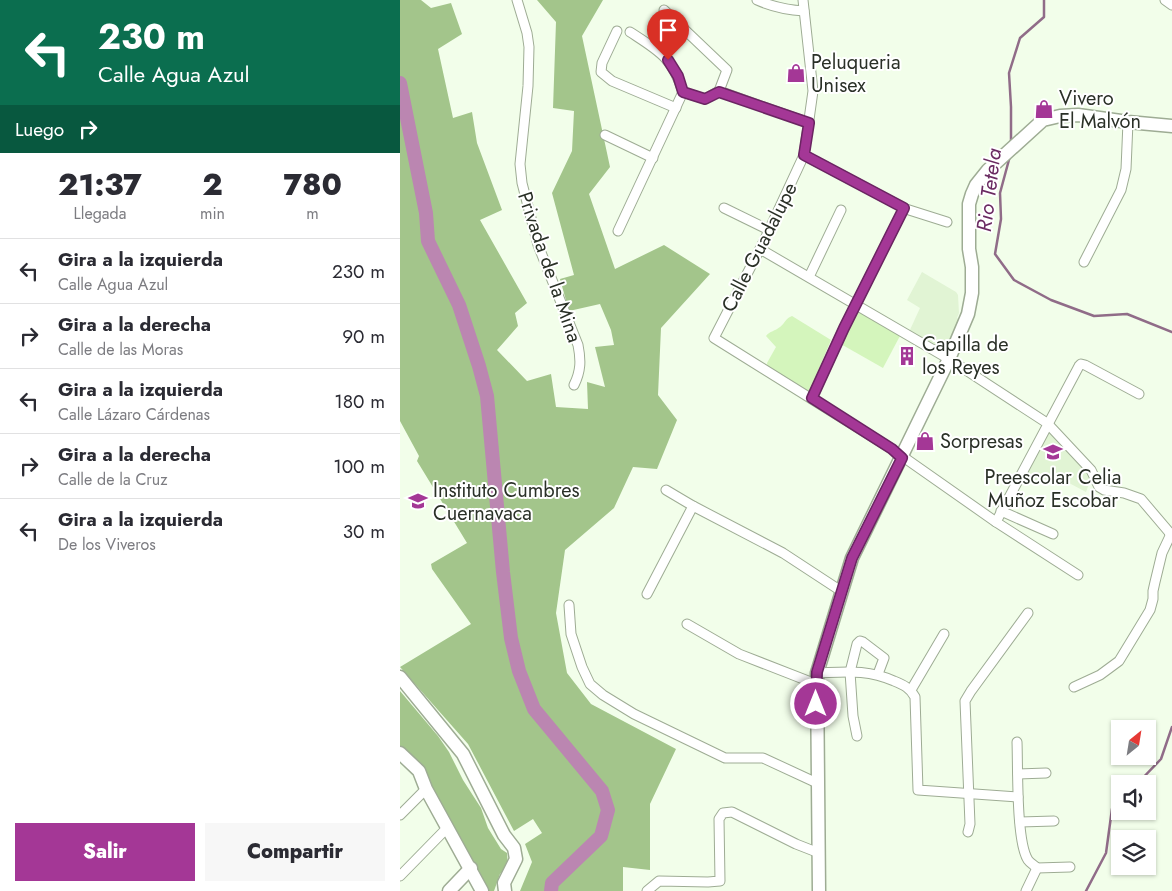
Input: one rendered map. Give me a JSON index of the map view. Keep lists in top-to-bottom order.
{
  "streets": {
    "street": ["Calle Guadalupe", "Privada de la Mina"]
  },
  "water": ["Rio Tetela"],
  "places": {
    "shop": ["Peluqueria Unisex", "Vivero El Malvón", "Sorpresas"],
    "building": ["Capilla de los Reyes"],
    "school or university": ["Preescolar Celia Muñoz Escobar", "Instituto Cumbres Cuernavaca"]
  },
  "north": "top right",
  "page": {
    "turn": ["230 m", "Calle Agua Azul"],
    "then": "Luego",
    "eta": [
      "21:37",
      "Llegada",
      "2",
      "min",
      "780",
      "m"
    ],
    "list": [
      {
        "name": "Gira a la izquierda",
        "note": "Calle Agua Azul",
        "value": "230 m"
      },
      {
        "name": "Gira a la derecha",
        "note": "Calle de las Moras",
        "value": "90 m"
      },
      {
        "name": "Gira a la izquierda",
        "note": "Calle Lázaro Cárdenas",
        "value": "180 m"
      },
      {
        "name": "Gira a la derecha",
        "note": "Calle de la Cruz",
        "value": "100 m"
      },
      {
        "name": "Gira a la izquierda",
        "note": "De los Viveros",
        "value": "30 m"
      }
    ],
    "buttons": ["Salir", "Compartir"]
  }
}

**Exercise details:**
Write out the data again word for word, minus any images.

**Result below:**
Input: one rendered map. Give me a JSON index of the map view. Keep lists in top-to-bottom order.
{
  "streets": {
    "street": ["Calle Guadalupe", "Privada de la Mina"]
  },
  "water": ["Rio Tetela"],
  "places": {
    "shop": ["Peluqueria Unisex", "Vivero El Malvón", "Sorpresas"],
    "building": ["Capilla de los Reyes"],
    "school or university": ["Preescolar Celia Muñoz Escobar", "Instituto Cumbres Cuernavaca"]
  },
  "north": "top right",
  "page": {
    "turn": ["230 m", "Calle Agua Azul"],
    "then": "Luego",
    "eta": [
      "21:37",
      "Llegada",
      "2",
      "min",
      "780",
      "m"
    ],
    "list": [
      {
        "name": "Gira a la izquierda",
        "note": "Calle Agua Azul",
        "value": "230 m"
      },
      {
        "name": "Gira a la derecha",
        "note": "Calle de las Moras",
        "value": "90 m"
      },
      {
        "name": "Gira a la izquierda",
        "note": "Calle Lázaro Cárdenas",
        "value": "180 m"
      },
      {
        "name": "Gira a la derecha",
        "note": "Calle de la Cruz",
        "value": "100 m"
      },
      {
        "name": "Gira a la izquierda",
        "note": "De los Viveros",
        "value": "30 m"
      }
    ],
    "buttons": ["Salir", "Compartir"]
  }
}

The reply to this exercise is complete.